◆ **TO DO**: Please repeat exactly the lines below from the one containing "display:grid; place-items:center; width:65px;" down to the one containing "position:absolute; translate:-50% -82px;", both included, and nothing else.

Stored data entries

=== Begin Enclosure ===

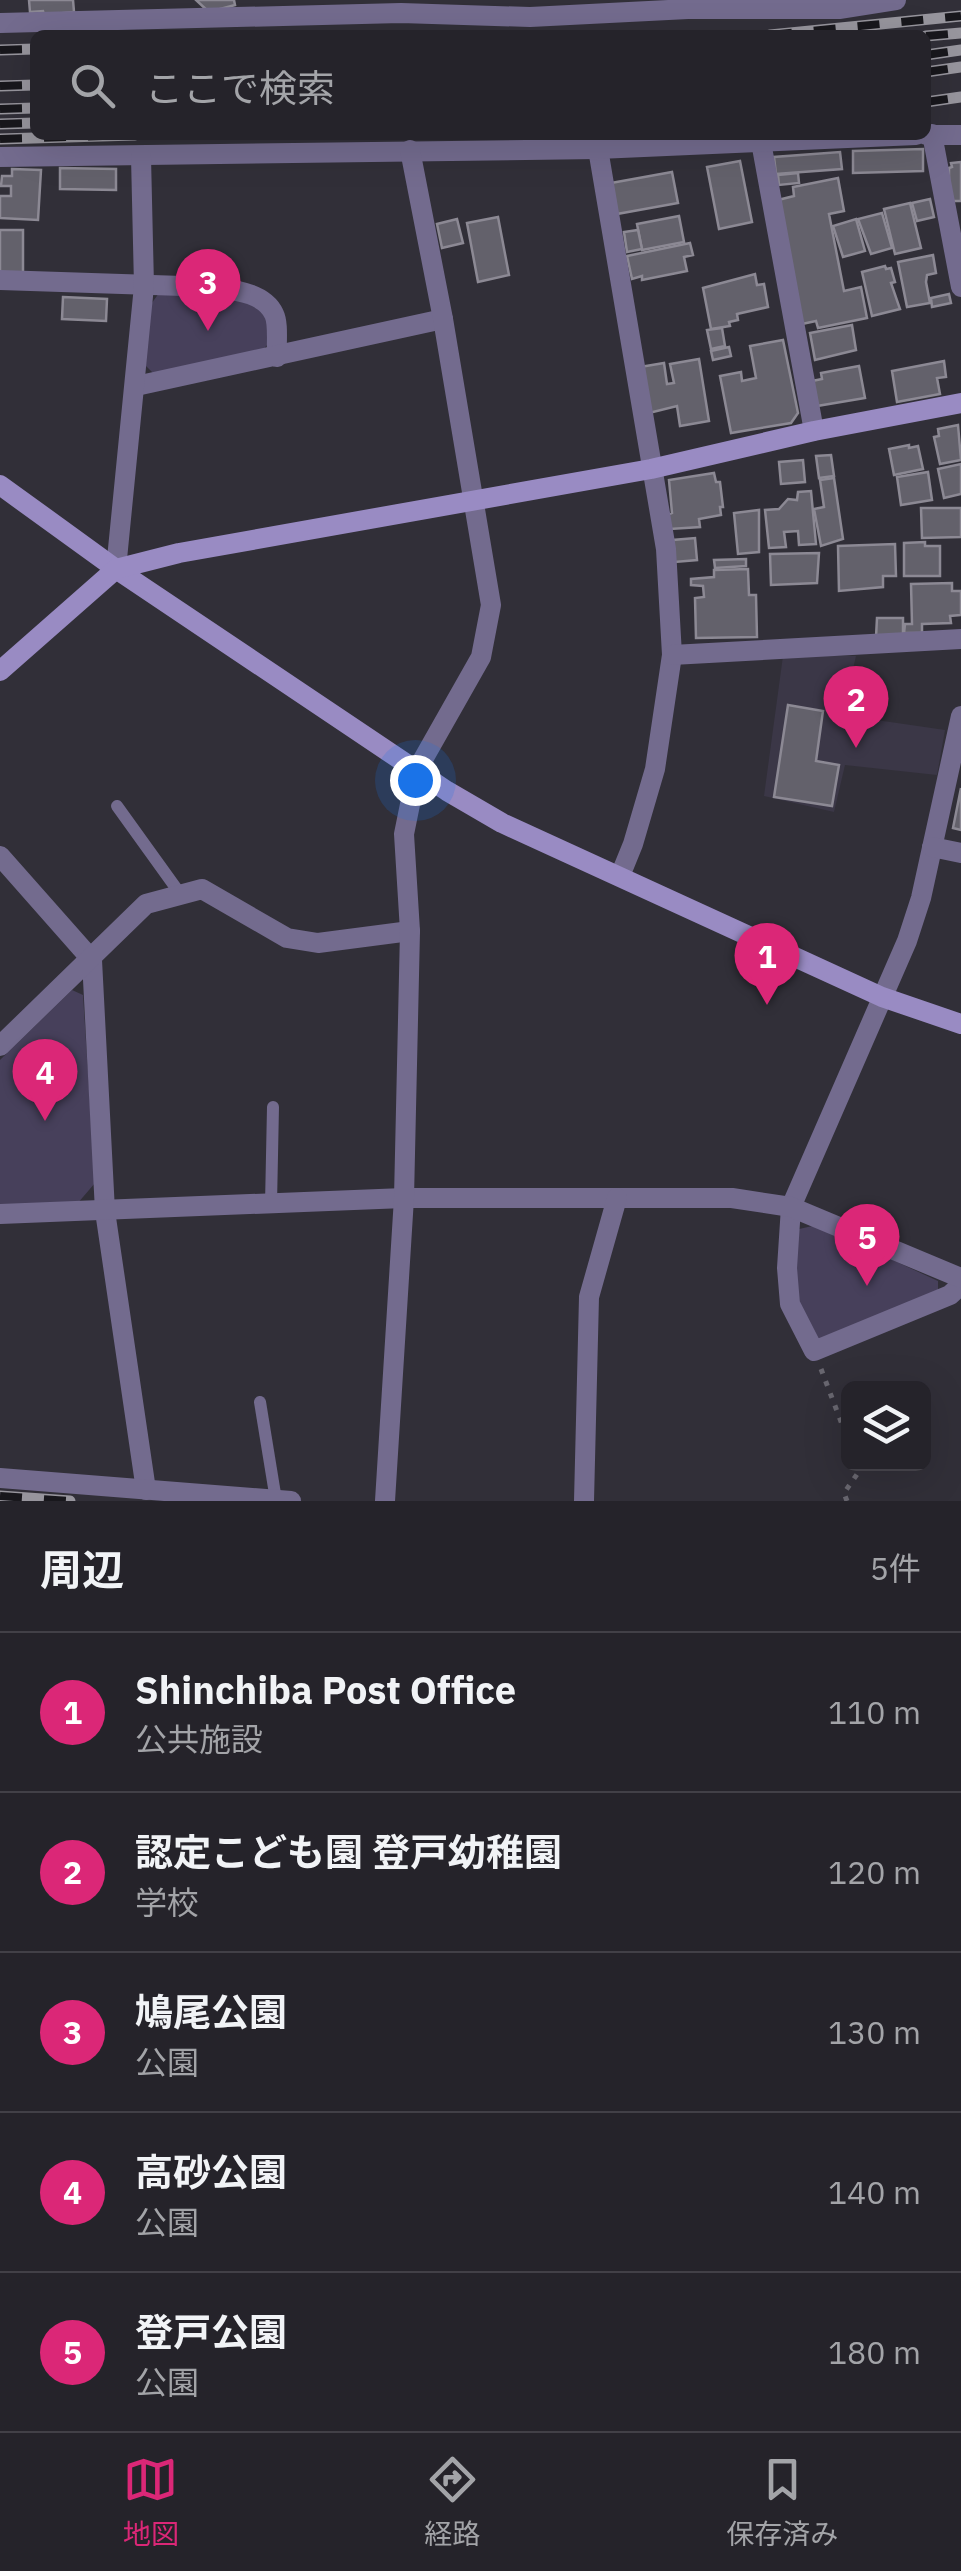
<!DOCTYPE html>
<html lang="ja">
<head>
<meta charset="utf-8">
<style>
	:root { --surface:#25232a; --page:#2d2b32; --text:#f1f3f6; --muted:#a3a4a8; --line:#424047; --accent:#db2777 }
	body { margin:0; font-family:"IBM Plex Sans","Noto Sans JP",sans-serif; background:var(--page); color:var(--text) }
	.controls { position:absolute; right:30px; bottom:30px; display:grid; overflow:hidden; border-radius:15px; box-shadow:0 10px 40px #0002 }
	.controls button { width:90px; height:90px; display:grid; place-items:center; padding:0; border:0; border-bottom:2px solid var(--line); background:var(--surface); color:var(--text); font:50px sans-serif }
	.you { position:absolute; left:415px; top:780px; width:35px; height:35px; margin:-25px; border:8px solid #fff; border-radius:50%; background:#1a73e8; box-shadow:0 0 0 15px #1a73e833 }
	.badge { display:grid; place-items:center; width:65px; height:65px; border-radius:50%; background:var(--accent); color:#fff; font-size:32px; font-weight:700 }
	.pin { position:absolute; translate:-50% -82px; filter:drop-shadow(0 2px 5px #0008) }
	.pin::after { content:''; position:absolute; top:52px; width:35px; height:30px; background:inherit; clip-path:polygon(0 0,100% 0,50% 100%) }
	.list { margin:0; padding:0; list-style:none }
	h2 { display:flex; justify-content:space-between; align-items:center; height:130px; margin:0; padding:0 40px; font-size:42px }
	h2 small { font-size:32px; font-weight:400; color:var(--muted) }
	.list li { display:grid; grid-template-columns:65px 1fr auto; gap:30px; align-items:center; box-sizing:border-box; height:160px; padding:0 40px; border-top:2px solid var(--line) }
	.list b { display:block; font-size:38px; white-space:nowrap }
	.list p { margin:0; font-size:32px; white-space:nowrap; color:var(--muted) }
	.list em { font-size:32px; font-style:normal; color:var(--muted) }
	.icon { flex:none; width:55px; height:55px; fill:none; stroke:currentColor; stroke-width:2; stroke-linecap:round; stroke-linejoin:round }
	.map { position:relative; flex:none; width:961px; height:1501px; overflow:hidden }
	.search { position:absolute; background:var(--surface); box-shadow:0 10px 40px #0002; left:30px; right:30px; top:30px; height:110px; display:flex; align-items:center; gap:25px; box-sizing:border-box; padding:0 35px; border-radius:15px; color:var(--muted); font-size:38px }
	.sheet { height:930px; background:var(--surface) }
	nav { display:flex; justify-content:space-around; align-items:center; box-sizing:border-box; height:140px; border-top:2px solid var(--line); background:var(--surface); font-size:28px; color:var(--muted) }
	nav a { display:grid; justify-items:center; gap:5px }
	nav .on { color:var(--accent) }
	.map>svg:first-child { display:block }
	.built { fill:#3b3747 }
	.green { fill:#47405b }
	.building { fill:#63616b; stroke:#8c8994; stroke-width:2.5 }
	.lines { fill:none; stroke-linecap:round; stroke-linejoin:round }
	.path { stroke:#68666f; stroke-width:5; stroke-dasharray:5 8; stroke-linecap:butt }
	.lane { stroke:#736b8e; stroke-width:12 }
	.street { stroke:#736b8e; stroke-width:20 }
	.secondary { stroke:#998bc3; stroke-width:20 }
	.rail-casing { stroke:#97959d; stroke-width:11 }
	.rail { stroke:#18171c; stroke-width:8; stroke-dasharray:22; stroke-linecap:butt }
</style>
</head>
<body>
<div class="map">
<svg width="961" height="1501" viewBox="0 0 961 1501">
	<rect width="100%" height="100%" fill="#312f38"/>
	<!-- built -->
	<path class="built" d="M783 656H856L842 715 945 730 937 775 845 765 834 812 764 796Z"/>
	<!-- green -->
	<g class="green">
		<path d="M159 293 237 294 269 317 267 345 259 355 153 373 145 365 149 307Z"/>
		<path d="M72 990 83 995 95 1183 77 1204H0V1060Z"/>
		<path d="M817 1225 938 1281V1290L818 1342 796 1304 794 1269 799 1229Z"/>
	</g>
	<!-- building -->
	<g class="building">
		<path d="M29 0H73L74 12 44 15 43 11 30 12Z"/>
		<path d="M196 0H234L235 5 209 12Z"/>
		<path d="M923 149V171L853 173V151Z"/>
		<path d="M840 152 842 169 776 174 774 157Z"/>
		<path d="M740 161 752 222 719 229 707 167Z"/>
		<path d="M961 162V201H949V168L952 167 951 163Z"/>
		<path d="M60 168 116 169V190L60 189Z"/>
		<path d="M12 169 41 170 38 220 0 218V196H11V186H1L2 176H12Z"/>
		<path d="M672 172 678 203 617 214 611 183Z"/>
		<path d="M798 173 799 183 779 185 778 175Z"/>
		<path d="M838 178 844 211 829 214 844 291 861 287 867 318 818 328 816 321 802 324 778 200 794 196 793 187Z"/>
		<path d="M930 199 934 217 917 221 912 203Z"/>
		<path d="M910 203 921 248 895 254 884 209Z"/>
		<path d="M882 213 892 248 871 254 858 219Z"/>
		<path d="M679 216 684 242 642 250 637 224Z"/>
		<path d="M498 217 509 275 478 282 467 223Z"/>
		<path d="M457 219 463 243 442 248 437 224Z"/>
		<path d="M856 219 865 251 843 257 833 226Z"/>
		<rect x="0" y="230" width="23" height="45"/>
		<path d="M638 230 642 249 627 252 624 232Z"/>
		<path d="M690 243 693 255 684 257 687 271 642 280V276L632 279 627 256Z"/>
		<path d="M933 255 936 273 927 275 926 282 930 303 907 307 898 262Z"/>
		<path d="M885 266 886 269 891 268 895 282 891 283 900 309 872 316 862 272Z"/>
		<path d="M755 274 757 285 764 284 768 307 737 314 738 320 729 322 730 326 711 329 703 288Z"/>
		<path d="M949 294 951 303 932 307 931 298Z"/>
		<path d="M63 297 107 299 106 321 62 319Z"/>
		<path d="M852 325 856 350 815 360 810 333Z"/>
		<path d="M722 328 725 346 711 349 707 330Z"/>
		<path d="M783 340 798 413 791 423 731 433 720 376 741 372 742 381 756 378 750 346Z"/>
		<path d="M729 347 731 356 713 360 711 351Z"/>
		<path d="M699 359 709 421 680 426 677 406 649 413 640 367 664 363 667 384 674 383 670 364Z"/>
		<path d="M944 361 946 377 937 378 940 394 897 402 892 371Z"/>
		<path d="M859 366 865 398 817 406 812 381 822 379 821 373Z"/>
		<path d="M958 425 961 460 940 464 934 437 939 436 938 429Z"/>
		<path d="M909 445V448L918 446 923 469 894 475 889 449Z"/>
		<path d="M831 455 834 476 819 478 816 456Z"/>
		<path d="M803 460 805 482 781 484 779 462Z"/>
		<path d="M961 464V494L944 498 938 469Z"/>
		<path d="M928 472 932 500 901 505 897 477Z"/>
		<path d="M714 473 716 482H720L723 507H720L721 515 699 519 700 527 670 529 667 515 672 513 669 480Z"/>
		<path d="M834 478 843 539 821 546 814 509 824 507 820 480Z"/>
		<path d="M811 491 816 544 799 545 798 531 784 532 786 547 769 548 765 510 779 509 788 499 797 500 798 492Z"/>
		<path d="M921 508H961V537L922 538Z"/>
		<path d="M759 510V552L738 554 734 513Z"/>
		<path d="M695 538 697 560 675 562 673 540Z"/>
		<path d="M925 542V546H940V576H904V543Z"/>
		<path d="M895 544 896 576H883V587L839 591 838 546Z"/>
		<path d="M819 553 817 583 771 585 770 554Z"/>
		<path d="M746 559V566L715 568 714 560Z"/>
		<path d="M748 569 749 595H756L757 637 696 638 695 598 704 597 703 586 691 585V579L714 577V570Z"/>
		<path d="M952 583V591H961V615L950 616 951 623 922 624V633H904L905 624H912L911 584Z"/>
		<path d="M877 618H903V637H876Z"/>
		<path d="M788 705 823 711 816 761 839 765 832 806 774 797Z"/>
		<path d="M961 788V830L953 828Z"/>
	</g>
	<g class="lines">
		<!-- path -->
		<g class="path">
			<path d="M821 1369 848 1440"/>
			<path d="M847 1501 844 1493 860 1470 857 1464"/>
		</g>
		<!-- lane -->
		<g class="lane">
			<path d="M117 806 181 895"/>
			<path d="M271 1204 273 1107"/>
			<path d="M260 1402 276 1500"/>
		</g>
		<!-- street -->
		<g class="street">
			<path d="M0 23 401 13 530 17 688 9H839L896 0"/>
			<path d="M932 134 961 287"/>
			<path d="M926 135H961"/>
			<path d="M761 142 814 431"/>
			<path d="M598 149 666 549 672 655 655 769 633 844 620 876"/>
			<path d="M0 157 598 149 916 135"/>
			<path d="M0 280 213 287C232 290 264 292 274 314 279 324 276 345 277 357"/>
			<path d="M136 386 443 319"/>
			<path d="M116 569 144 286 141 157"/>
			<path d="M672 655 961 639"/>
			<path d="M961 716 921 898 907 941 791 1207 787 1268 790 1304 814 1351 950 1295 961 1285"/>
			<path d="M932 847 961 853"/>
			<path d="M0 856 92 960 105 1211 146 1490"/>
			<path d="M0 1046 146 904 202 889 287 938 318 943 410 931"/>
			<path d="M0 1214 404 1198H732L791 1207 961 1278"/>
			<path d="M0 1478 291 1501"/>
			<path d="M385 1501 404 1198 410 931 404 834 417 770 481 657 491 605 443 319 410 150"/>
			<path d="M584 1501 589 1297 617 1198"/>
		</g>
		<!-- secondary -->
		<g class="secondary">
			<path d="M0 485 116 569 447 791 502 823 882 997 961 1024"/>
			<path d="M0 671 116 569 179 553 651 469 814 431 961 403"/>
		</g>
		<!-- rail casing -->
		<g class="rail-casing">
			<g id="rail">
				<path d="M770 35 961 16"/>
				<path d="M926 36 961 33"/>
				<path d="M0 50 35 49"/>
				<path d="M926 55 961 50"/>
				<path d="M926 72 961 67"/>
				<path d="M0 86 35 85"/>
				<path d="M926 102 961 97"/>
				<path d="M0 109 35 108"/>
				<path d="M0 124 35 123"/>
				<path d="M0 139 135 135"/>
				<path d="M0 1496 70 1501"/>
			</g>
		</g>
		<!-- rail -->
		<use href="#rail" class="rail"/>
	</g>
</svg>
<div class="controls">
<button><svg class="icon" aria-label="layers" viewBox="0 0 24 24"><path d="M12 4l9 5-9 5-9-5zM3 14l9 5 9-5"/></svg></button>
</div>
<div class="you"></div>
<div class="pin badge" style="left:767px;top:1005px">1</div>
<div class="pin badge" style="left:856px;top:748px">2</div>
<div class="pin badge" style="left:208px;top:331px">3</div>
<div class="pin badge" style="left:45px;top:1121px">4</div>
<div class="pin badge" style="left:867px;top:1286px">5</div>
<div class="search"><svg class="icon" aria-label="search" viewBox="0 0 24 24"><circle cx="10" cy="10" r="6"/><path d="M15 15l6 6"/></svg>ここで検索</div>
</div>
<section class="sheet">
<h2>周辺<small>5件</small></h2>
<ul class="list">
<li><span class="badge">1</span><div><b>Shinchiba Post Office</b><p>公共施設</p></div><em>110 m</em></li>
<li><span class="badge">2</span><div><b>認定こども園 登戸幼稚園</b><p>学校</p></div><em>120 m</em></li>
<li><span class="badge">3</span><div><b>鳩尾公園</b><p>公園</p></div><em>130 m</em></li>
<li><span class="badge">4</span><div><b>高砂公園</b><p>公園</p></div><em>140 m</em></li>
<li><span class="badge">5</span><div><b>登戸公園</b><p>公園</p></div><em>180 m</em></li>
</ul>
</section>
<nav>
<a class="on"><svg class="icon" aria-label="map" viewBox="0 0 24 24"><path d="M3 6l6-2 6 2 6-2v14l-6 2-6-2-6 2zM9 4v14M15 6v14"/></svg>地図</a>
<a><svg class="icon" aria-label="directions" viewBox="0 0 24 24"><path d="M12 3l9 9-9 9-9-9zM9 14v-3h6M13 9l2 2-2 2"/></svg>経路</a>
<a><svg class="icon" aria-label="saved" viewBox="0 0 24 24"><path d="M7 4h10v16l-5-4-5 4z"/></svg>保存済み</a>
</nav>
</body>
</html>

=== End Enclosure ===

◆ **ANSWER TO THIS EXERCISE**:
	.badge { display:grid; place-items:center; width:65px; height:65px; border-radius:50%; background:var(--accent); color:#fff; font-size:32px; font-weight:700 }
	.pin { position:absolute; translate:-50% -82px; filter:drop-shadow(0 2px 5px #0008) }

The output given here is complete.